* **YOUR OBJECTIVE**: Within the listing below, please show every line carrying the string "Mølleparkens".

* **ENTRIES SHOWN**:
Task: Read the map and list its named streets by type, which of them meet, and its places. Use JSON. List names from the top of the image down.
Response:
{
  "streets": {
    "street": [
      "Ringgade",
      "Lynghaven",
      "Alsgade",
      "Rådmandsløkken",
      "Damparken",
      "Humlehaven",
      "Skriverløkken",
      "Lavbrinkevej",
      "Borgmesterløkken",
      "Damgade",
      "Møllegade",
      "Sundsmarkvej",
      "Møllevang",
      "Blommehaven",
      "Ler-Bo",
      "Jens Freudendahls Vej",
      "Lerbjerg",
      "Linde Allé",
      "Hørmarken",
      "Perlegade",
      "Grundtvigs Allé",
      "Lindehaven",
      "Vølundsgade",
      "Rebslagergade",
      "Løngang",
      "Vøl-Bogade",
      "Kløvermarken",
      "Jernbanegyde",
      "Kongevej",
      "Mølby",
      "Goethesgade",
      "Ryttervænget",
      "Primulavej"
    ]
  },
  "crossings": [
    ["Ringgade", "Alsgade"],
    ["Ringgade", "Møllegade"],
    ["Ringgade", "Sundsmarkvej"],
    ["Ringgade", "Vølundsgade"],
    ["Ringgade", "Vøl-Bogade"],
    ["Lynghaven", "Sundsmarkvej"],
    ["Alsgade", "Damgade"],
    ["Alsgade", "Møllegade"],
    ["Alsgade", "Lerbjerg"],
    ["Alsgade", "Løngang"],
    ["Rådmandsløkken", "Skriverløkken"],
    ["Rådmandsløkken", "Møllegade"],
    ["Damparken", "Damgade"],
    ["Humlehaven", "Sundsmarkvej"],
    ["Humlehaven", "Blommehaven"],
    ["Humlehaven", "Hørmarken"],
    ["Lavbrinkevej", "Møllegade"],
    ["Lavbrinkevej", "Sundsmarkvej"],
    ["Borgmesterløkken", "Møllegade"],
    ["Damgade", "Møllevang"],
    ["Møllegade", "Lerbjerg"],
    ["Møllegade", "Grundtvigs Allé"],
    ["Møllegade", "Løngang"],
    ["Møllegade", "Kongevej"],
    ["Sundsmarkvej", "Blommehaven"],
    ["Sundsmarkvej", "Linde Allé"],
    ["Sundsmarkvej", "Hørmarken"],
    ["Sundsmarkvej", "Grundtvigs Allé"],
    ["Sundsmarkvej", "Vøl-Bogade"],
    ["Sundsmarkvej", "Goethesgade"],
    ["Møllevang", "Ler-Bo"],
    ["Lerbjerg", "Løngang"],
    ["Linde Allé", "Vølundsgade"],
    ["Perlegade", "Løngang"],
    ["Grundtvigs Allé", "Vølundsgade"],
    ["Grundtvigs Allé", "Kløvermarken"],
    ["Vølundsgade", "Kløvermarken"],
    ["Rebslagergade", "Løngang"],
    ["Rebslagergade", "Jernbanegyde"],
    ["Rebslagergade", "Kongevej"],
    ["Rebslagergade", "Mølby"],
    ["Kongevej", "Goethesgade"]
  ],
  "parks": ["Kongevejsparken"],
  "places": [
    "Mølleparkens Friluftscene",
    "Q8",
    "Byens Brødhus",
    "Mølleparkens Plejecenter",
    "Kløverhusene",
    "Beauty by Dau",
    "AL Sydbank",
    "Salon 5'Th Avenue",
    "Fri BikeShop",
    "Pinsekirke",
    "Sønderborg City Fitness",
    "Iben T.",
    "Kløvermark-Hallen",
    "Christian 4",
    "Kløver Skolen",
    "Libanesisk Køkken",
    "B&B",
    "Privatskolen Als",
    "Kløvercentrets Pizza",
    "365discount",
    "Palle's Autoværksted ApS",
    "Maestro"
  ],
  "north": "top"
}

* **WRITTEN ANSWER**:
    "Mølleparkens Friluftscene",
    "Mølleparkens Plejecenter",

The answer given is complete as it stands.